(Saved data entries)
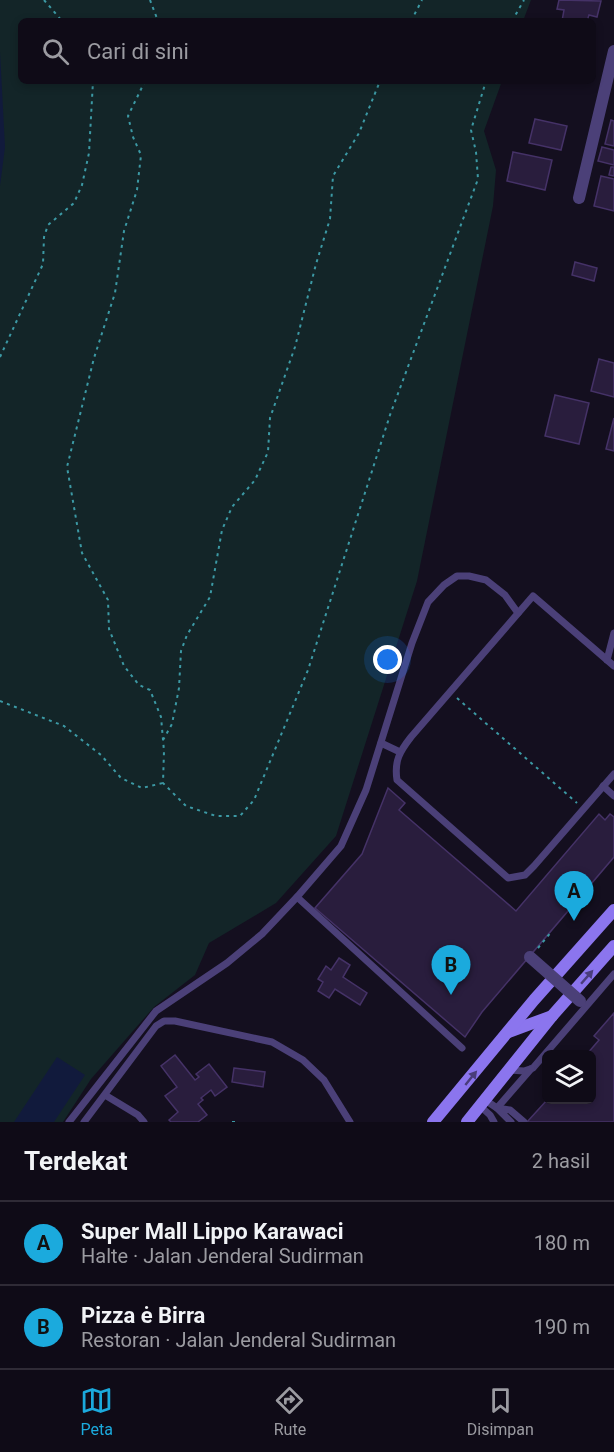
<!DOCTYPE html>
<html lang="id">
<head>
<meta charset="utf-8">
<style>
  body { margin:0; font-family:Roboto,sans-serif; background:#181420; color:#f1f3f6 }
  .controls { position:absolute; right:18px; bottom:18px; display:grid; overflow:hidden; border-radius:9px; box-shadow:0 3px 9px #0003 }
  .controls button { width:54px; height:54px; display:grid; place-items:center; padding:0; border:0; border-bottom:2px solid #2f2b36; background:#0f0b17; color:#f1f3f6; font:30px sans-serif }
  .you { position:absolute; left:388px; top:660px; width:21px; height:21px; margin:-15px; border:4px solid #fff; border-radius:50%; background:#1a73e8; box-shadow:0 0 0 9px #1a73e833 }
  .badge { display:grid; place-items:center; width:39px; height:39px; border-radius:50%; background:#1baadd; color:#111; font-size:20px; font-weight:700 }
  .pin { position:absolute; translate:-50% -50px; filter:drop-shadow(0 2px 3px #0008) }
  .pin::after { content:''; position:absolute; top:32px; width:21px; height:18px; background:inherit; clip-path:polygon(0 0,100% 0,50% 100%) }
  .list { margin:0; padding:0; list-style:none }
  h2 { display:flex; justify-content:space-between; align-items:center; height:78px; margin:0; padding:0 24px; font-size:26px }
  h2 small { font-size:20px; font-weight:400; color:#9b9ba1 }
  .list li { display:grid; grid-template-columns:39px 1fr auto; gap:18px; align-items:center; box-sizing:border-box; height:84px; padding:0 24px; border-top:2px solid #2f2b36 }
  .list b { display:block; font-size:22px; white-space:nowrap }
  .list p { margin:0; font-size:20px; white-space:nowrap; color:#9b9ba1 }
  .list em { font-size:20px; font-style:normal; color:#9b9ba1 }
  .icon { flex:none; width:33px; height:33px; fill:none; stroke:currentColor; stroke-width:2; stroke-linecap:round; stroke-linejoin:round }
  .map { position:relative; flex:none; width:614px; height:1122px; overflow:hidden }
  .search { position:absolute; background:#0f0b17; box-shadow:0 3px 9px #0003; left:18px; right:18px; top:18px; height:66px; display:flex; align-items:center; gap:15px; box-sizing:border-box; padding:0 21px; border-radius:9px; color:#9b9ba1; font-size:22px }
  .sheet { height:246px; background:#0f0b17 }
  nav { display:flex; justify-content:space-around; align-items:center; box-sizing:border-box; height:84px; border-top:2px solid #2f2b36; background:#0f0b17; font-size:16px; color:#9b9ba1 }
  nav a { display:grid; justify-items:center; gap:3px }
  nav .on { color:#1baadd }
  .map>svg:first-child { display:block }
</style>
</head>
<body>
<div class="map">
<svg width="614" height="1122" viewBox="0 0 614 1122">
  <rect width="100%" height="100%" fill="#140f1f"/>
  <path fill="#132528" d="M0,0h531l-8,21h-502v60h481l-18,50 12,39 -3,36 -76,375 -81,255 -60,67 -67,40 -14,32 -41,32 -63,72 -28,43h-63z"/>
  <g fill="#111a3c">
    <path d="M0,52l5,95 -5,39z"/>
    <path d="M57,1057l28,18 -31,47h-40z"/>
  </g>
  <g fill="#291d3d" stroke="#453267" stroke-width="1.5">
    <path d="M559,0l42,1 -4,16 -8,-2 -2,6h-25l2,-11 -7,-1z"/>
    <path d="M535,119l32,7 -6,24 -32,-7z"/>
    <path d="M611,120l3,1v25l-9,-2z"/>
    <path d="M602,147l12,3v15l-16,-4z"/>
    <path d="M513,152l39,8 -7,30 -38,-9z"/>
    <path d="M611,167h3v9l-5,-1z"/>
    <path d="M601,176l13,3v32l-20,-5z"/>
    <path d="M575,262l22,6 -3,13 -22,-6z"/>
    <path d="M599,359l15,4v34l-23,-6z"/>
    <path d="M555,395l34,8 -10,41 -34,-8z"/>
    <path d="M614,418v33l-8,-2z"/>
    <path d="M388,788l17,15 -6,7 117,101 83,-97 6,6 5,-6 4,3v40l-132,155 -17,25 -150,-129 47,-54z"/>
    <path d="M339,958l11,7 -7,12 24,16 -7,12 -25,-16 -6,9 -11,-7 5,-9 -5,-3 8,-13 5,4z"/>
    <path d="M614,1013v109h-87l20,-22h45v-46h-5l12,-14 -5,-4z"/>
    <path d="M175,1055l20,25 4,-3 -3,-3 13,-10 18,23 -12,9 -4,-6 -10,8 2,2 -5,4 9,11 -9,7h-27l-2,-2 9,-8 -13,-16 12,-9 -16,-21z"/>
    <path d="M234,1068l31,4 -2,15 -31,-5z"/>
  </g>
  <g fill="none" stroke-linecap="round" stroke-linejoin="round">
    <g stroke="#3c99a4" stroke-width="2" stroke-dasharray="3 4.5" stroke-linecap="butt">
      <path d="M44,0l18,21"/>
      <path d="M150,0l8,21"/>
      <path d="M411,21l11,-21"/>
      <path d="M512,21l12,-21"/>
      <path d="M145,81l-17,35 5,21 8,18 -4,35 -13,41 -9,62 -21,65 -27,109 15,86 26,47 1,29 15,37 15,19 11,5 11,27 3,34 -1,32 23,23 30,10h24l14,-16 54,-130 82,-255 88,-236 -2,-27 -5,-22 15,-49"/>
      <path d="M0,357l43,-93 1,-27 4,-12 26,-22 8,-18 7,-32 4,-72"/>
      <path d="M457,698l120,105"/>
      <path d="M0,701l64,25 37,29 20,23 21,10 21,-5"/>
      <path d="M163,740l9,-16 7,-36 2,-37 6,-16 23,-38 12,-67 10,-23 23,-27 13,-28 2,-34 25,-71 21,-83 14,-45 3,-43 26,-43 21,-52"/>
      <path d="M538,948l14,-17"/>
      <path d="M232,1122h4"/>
    </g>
    <g stroke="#4b4078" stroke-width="7">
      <path d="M607,660l7,-27"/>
      <path d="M614,666l-81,-70 -122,141c-11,14 -17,24 -14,43l111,98 17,-3 9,-9 80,-92"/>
      <path d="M381,743l19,9"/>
      <path d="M603,786l11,10"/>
      <path d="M297,897l165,151"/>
      <path d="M509,1070l15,1 9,-3 81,-94"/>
      <path d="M105,1095l33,20 6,7"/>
      <path d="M485,1100l12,8 13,2 14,12"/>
      <path d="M480,1106l10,9 4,7"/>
      <path d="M69,1122l87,-111 71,-48 35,-29 35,-37 44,-51 25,-56 46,-147 16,-41 16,-17 13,-9h12l17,4 19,15 13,18"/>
      <path d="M84,1122l72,-96 8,-5h11l97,21 31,18 21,20 26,42"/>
      <path d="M511,1122l-14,-14 34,-39"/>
    </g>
    <path stroke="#4b4078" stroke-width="12" d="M579,198l35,-147"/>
    <g stroke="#8b75ee" stroke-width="12">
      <path d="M509,1032l43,-16"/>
      <path d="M433,1122l101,-122 80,-90"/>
      <path d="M467,1122l85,-106 62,-70"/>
    </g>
    <path stroke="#4b4078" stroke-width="12" d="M530,957l50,44"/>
  </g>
  <defs><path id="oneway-solid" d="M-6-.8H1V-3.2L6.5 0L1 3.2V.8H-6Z" transform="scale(1.5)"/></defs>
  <g fill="#4a3d7c">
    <use href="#oneway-solid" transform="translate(587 977) rotate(-49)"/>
    <use href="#oneway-solid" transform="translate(471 1078) rotate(-51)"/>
  </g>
</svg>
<div class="controls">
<button><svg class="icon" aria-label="layers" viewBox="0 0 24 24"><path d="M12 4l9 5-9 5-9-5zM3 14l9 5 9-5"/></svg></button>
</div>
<div class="you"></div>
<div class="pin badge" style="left:574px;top:921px">A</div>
<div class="pin badge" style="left:451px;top:995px">B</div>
<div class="search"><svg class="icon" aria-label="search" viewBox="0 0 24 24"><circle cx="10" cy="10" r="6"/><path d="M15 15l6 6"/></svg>Cari di sini</div>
</div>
<section class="sheet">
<h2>Terdekat<small>2 hasil</small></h2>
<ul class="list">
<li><span class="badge">A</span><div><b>Super Mall Lippo Karawaci</b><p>Halte · Jalan Jenderal Sudirman</p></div><em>180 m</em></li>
<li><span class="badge">B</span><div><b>Pizza ė Birra</b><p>Restoran · Jalan Jenderal Sudirman</p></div><em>190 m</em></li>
</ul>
</section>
<nav>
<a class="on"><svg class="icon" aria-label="map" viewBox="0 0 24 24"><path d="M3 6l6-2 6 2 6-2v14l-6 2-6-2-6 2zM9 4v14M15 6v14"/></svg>Peta</a>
<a><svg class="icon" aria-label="directions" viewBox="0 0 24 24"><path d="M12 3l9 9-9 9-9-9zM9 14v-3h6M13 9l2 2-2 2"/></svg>Rute</a>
<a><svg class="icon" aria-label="saved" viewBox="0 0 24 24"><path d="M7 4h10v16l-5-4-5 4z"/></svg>Disimpan</a>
</nav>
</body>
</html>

INSTRUCTIONS FOR THE TASK: For this exercise, please output exactly the lines above starting at the line with "position:absolute; right:18px; bottom:18px;" and ending at the line with "width:54px; height:54px; display:grid;", ends included.

RESPONSE AREA:
  .controls { position:absolute; right:18px; bottom:18px; display:grid; overflow:hidden; border-radius:9px; box-shadow:0 3px 9px #0003 }
  .controls button { width:54px; height:54px; display:grid; place-items:center; padding:0; border:0; border-bottom:2px solid #2f2b36; background:#0f0b17; color:#f1f3f6; font:30px sans-serif }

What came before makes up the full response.